Often in Physics when PhD students go to conferences they present their work using posters, but don't necessarily present papers all the time. How would you choose whether to present a poster or a paper?
Also, if i publish a paper on my prjoect, doesn't that mean my name will be the first author? since it is all my work? under what circumstance would you be a middle-author?
Ender
======= Date Modified 13 Sep 2011 22:42:56 =======
Thanks KB!
That's really useful thanks, i didn't really understand how it worked with papers, but that makes a lot of sense. It gives me a lot to think about. I think having a focus with publishing papers is really good, gives the whole thing more structure, i think i will put that approach to my professors and see what they think. My PhD will have a number of parts, first i have to do the whole review thing and design an approach, then i have to learn how to fabricate my project and make a method of making it, then testing and characterising. So most of my final data analysis depends on successfully making the device i need to analyse. Of course there is all the theory, and i will have to do some computer modelling too- something tells me it will take me more than 3 years, but i will do my best!
Ender
======= Date Modified 14 Sep 2011 12:20:49 =======
So a quick update, I've come to a compromise with my supervisor. The bulk of the project we will still wait till the end before publishing but I went digging around my data to see what I've actually got. We're a structural lab and my project is looking at one protein and how it binds to some of its partners... one of those partners has no structure published at all and is easy to handle so all through my PhD I've been analysing its structure alone with a view to making the complex easier to interpret later.

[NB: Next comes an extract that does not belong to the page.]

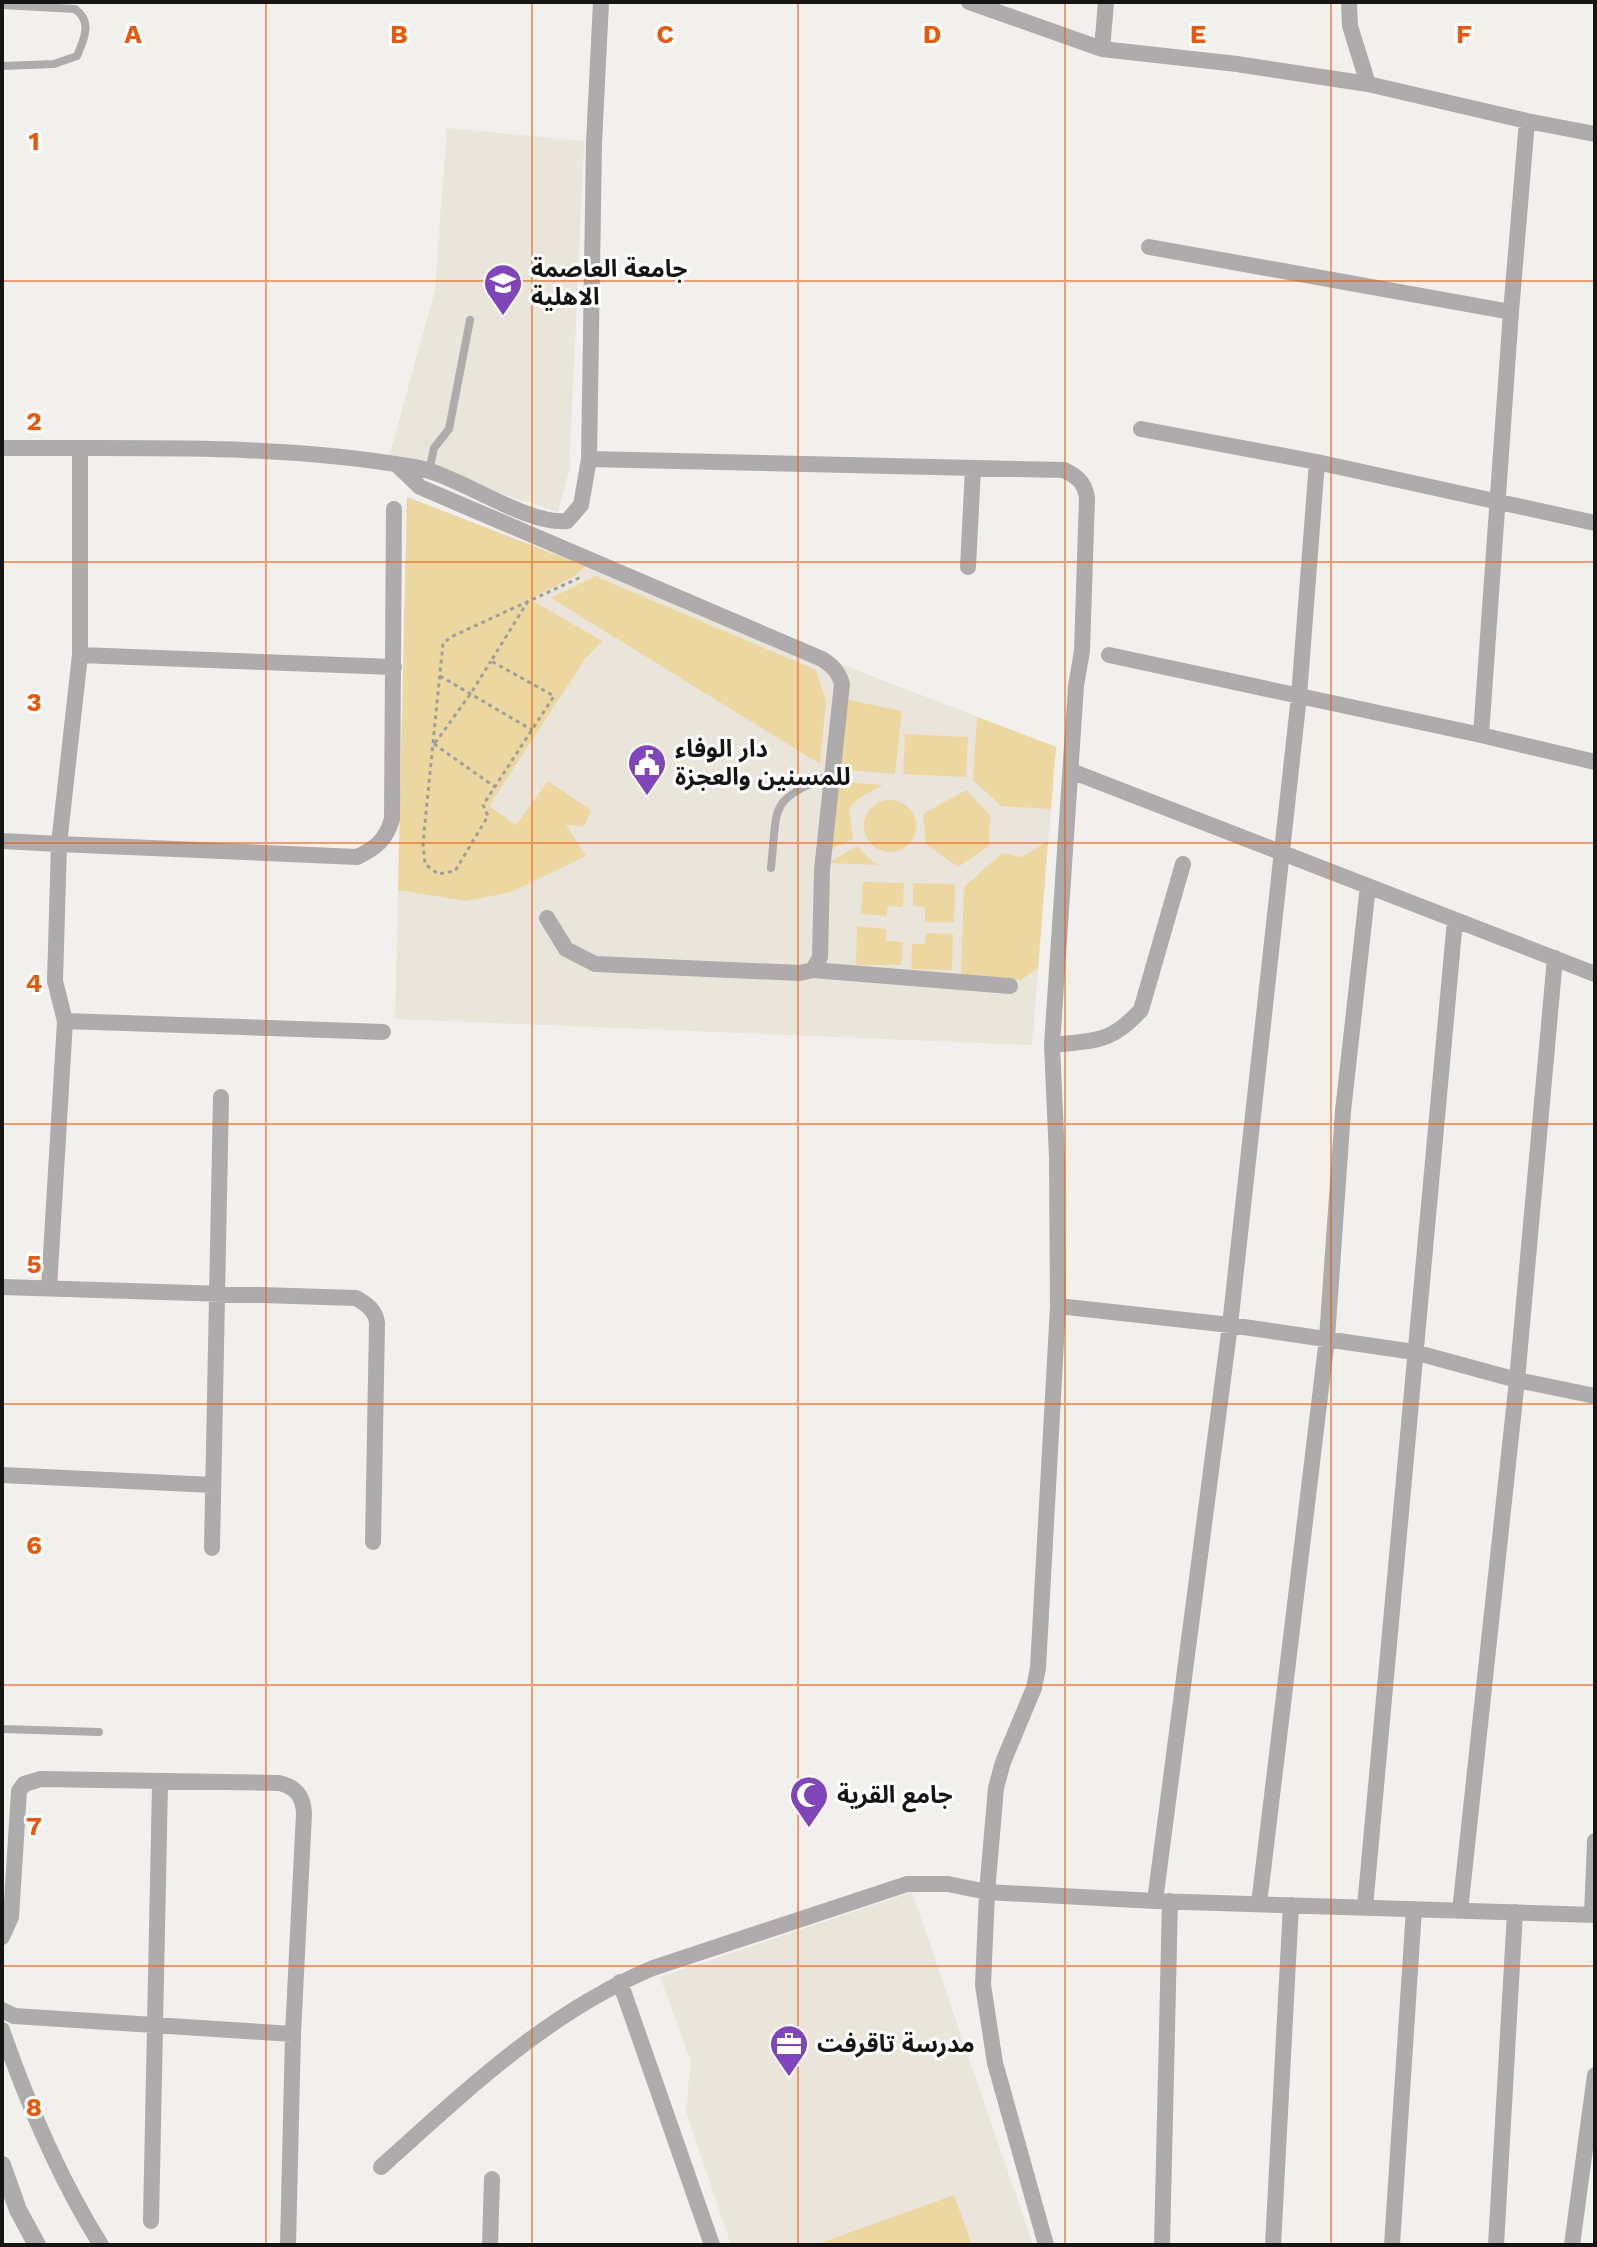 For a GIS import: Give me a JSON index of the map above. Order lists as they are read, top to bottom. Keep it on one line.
{"places":{"school or university":["جامعة العاصمة الاهلية"],"public building":["دار الوفاء للمسنين والعجزة"],"mosque":["جامع القرية"],"office":["مدرسة تاقرفت"]},"grid":{"columns":["A","B","C","D","E","F"],"rows":["1","2","3","4","5","6","7","8"]}}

I've asked my supervisor a year ago if I could make a side project out of this and publish it separately to which the reply was that I ought to focus on the main project. So after posting yesterday and reading a few of the replies I spent last night throwing all the data I already have about this binding partner that does not fit well into our main work into a paper format... this morning I dropped it on her desk and guess what? She agrees!
Feels good and kind of weird because I've not had the confidence to take the initiative in that way before, but she rekons we can submit before Christmas! :D
Thx for so many replies to this thread too!